In particular, the ruling party was badly damaged in 2019 by the ‘Fishrot’ scandal in which government officials and the former justice minister were charged with money laundering and accepting bribes to grant fishing rights to an Icelandic company.
Geingob, who is generally viewed as following a moderately pro-business development strategy, was nevertheless returned to power in November 2019, albeit with a reduced majority over Panduleni Itula, the former SWAPO member standing against him.
Namibia, like South Africa, has yet to pass the test of a transfer of power from the party associated with liberation to an opposition party. But, to its credit, the SWAPO government has thus far shunned manipulation of the electoral system such as has occurred in Zimbabwe and other countries in the region.
But there is growing disgruntlement over human rights abuses by state-linked agencies. In August, for example, police arrested filmmaker Vickson Hangula for filming the eviction of landless citizens from the Okahandja settlement. This further stoked up national tensions around the land-reform question – around 70 per cent of Namibia’s farmland is still owned by white people.
Economic growth has been modest since a recession in 2016 and is likely to be hit by the Covid-19 pandemic – earnings from tourism have inevitably been hammered. As of mid-August the country had suffered 4,344 cases and 36 deaths but travel restrictions and curfews are in place in multiple cities, including the capital, Windhoek.
AT A GLANCE
LEADER: President Hage Geingob
ECONOMY: GNI per capita $5,060 (South Africa $6,040, Germany $48,520).

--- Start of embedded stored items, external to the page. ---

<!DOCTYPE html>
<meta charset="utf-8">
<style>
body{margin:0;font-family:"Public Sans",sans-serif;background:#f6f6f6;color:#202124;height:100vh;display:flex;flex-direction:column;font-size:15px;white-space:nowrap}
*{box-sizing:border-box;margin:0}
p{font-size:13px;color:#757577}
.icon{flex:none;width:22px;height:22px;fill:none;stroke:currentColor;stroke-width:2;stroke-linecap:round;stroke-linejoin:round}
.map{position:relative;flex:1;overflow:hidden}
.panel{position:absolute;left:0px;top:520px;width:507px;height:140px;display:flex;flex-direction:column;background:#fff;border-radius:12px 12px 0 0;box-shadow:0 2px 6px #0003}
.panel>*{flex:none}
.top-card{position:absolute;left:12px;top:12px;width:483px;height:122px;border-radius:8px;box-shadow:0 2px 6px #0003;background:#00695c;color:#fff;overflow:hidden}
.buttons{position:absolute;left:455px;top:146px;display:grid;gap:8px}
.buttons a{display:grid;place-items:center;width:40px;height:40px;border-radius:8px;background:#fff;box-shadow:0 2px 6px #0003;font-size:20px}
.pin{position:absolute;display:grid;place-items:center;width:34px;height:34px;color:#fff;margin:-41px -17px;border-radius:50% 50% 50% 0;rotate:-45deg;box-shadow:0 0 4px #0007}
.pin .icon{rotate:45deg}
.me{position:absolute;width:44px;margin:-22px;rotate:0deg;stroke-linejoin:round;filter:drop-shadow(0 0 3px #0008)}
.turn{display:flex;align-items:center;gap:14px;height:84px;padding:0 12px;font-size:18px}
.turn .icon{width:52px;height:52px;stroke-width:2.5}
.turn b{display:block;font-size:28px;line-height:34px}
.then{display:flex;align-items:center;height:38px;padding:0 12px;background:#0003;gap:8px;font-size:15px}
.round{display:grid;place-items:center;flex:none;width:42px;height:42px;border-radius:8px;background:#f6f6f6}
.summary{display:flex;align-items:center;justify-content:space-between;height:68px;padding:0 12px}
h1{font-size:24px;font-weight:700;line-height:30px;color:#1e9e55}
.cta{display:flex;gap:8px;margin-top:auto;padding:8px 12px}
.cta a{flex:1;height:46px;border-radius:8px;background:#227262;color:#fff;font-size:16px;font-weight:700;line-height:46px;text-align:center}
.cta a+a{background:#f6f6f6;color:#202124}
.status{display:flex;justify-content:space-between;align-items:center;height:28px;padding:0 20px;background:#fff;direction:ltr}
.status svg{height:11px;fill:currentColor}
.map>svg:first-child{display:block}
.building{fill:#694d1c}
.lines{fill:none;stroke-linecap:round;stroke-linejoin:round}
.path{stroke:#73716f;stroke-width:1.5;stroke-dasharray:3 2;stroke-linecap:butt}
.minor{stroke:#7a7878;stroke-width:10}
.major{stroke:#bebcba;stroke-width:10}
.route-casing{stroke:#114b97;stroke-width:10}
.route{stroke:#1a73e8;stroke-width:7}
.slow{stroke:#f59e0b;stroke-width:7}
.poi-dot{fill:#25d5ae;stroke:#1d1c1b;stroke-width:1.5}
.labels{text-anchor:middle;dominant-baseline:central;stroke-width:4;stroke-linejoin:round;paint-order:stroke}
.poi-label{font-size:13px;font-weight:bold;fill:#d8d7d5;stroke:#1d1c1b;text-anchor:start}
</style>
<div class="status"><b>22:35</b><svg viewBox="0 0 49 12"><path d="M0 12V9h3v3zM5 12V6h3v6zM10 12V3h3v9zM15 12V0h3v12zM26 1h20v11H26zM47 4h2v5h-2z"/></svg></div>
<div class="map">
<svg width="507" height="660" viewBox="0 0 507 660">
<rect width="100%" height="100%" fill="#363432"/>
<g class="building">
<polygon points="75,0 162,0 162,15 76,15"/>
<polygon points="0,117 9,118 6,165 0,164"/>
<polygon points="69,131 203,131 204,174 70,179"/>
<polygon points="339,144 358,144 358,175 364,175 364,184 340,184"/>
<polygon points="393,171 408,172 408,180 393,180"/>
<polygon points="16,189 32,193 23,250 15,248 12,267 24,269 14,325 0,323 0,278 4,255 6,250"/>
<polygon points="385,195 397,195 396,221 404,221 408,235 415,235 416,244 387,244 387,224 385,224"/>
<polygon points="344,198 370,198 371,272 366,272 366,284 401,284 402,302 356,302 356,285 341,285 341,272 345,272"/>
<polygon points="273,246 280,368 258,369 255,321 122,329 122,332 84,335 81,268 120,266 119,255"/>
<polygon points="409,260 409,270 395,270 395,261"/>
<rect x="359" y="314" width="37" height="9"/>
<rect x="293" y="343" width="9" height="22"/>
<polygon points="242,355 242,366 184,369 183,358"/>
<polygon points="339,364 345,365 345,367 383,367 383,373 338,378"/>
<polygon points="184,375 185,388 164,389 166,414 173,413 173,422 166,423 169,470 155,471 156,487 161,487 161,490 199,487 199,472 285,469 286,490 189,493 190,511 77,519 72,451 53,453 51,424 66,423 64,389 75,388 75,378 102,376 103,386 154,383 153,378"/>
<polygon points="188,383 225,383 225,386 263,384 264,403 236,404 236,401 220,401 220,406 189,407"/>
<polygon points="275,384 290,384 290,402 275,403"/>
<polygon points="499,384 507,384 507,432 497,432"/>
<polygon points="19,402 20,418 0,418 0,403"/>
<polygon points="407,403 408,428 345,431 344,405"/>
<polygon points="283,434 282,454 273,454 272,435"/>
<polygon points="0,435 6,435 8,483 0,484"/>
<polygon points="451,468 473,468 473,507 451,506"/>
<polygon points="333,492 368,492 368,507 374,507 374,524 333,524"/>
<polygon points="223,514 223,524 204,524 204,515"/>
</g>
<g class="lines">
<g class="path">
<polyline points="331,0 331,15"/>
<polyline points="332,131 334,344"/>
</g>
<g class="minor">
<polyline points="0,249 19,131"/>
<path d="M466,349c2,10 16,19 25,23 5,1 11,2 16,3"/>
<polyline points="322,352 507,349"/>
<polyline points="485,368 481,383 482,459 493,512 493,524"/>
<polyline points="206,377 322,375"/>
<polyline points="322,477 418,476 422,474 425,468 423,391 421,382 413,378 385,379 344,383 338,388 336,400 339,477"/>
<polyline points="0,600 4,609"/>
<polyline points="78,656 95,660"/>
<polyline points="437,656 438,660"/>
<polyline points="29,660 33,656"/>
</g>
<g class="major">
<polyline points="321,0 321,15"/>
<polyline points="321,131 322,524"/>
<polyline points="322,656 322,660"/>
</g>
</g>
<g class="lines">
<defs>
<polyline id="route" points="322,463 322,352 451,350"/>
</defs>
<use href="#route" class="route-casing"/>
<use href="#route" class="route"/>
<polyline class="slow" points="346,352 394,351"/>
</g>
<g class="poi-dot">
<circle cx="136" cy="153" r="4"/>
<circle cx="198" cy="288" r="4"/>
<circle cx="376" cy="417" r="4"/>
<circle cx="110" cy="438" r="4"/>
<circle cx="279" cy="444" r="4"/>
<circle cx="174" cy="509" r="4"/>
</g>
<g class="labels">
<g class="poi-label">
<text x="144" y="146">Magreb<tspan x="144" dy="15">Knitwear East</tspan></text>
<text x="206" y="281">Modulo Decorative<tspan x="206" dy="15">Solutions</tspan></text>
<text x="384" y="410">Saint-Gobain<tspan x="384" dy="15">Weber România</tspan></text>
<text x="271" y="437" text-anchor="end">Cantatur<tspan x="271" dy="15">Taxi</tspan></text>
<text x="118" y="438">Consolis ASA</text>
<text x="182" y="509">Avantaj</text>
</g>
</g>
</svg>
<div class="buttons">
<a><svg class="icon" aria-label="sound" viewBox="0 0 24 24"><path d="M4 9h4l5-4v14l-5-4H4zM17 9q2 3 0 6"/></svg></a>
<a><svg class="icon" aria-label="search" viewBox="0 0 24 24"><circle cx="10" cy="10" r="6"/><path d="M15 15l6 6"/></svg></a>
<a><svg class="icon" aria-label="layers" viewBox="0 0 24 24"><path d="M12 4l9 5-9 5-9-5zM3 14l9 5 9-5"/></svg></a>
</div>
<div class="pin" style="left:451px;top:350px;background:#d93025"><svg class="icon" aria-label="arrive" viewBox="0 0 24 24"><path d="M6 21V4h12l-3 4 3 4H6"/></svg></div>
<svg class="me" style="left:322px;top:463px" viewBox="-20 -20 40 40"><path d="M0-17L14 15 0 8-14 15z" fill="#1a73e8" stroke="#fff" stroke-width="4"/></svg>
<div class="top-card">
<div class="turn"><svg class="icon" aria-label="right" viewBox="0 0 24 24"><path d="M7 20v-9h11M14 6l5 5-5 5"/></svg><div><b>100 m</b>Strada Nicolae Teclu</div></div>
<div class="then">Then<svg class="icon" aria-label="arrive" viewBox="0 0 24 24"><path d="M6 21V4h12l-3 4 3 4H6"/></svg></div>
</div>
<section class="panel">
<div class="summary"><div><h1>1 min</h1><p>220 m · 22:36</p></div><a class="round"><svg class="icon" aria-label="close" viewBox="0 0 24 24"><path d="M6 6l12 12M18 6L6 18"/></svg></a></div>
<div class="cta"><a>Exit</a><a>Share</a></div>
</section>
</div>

Monetary unit: Namibian Dollar, South African Rand. The two units trade on a 1:1 basis.
Main exports: Copper, fish, zinc, animals, precious metals such as diamonds. Namibia is also a major producer of uranium; its Chinese-owned Husab mine began production in 2017. The country has to import around 50 per cent of its cereal needs.
PEOPLE: 2.5 million. Population annual growth rate 1.9%. People per sq km 3 (UK 275) – Namibia is the world’s second-most sparsely populated country after Australia.
HEALTH: Infant mortality rate 29 per 1,000 live births (South Africa 29, Germany 3). HIV prevalence rate 11.8% – one of the world’s highest rates. However, Namibia was the first country in Africa to have more than three-quarters of its HIV-affected population virally suppressed (which means they cannot pass on the virus), a major success story. In 2016, the UN said that 37% of the country’s population was malnourished while 24% of children were stunted.
ENVIRONMENT: Carbon emissions 1.7 tons per capita (South Africa 8.3, Germany 9.1). Droughts and desertification are major problems. Namibia was the first country in the world to write environmental protection into its constitution – around 14% of the land is protected, including almost all the Namib Desert coastal strip.
RELIGION: About 90% of Namibians identify themselves as Christian, with Catholics, Lutherans and Anglicans being dominant. In recent years, Pentecostalism has had a growing following. There are small minorities of Muslims, Jews and Buddhists.
LANGUAGES: English is the official language but most people on the street speak local languages such as Damara, Kavango and Herero. Afrikaans and German also linger from colonial times, contributing to the linguistic potpourri.
HUMAN DEVELOPMENT INDEX: 0.645, 130th of 189 countries (South Africa 0.705, Germany 0.939).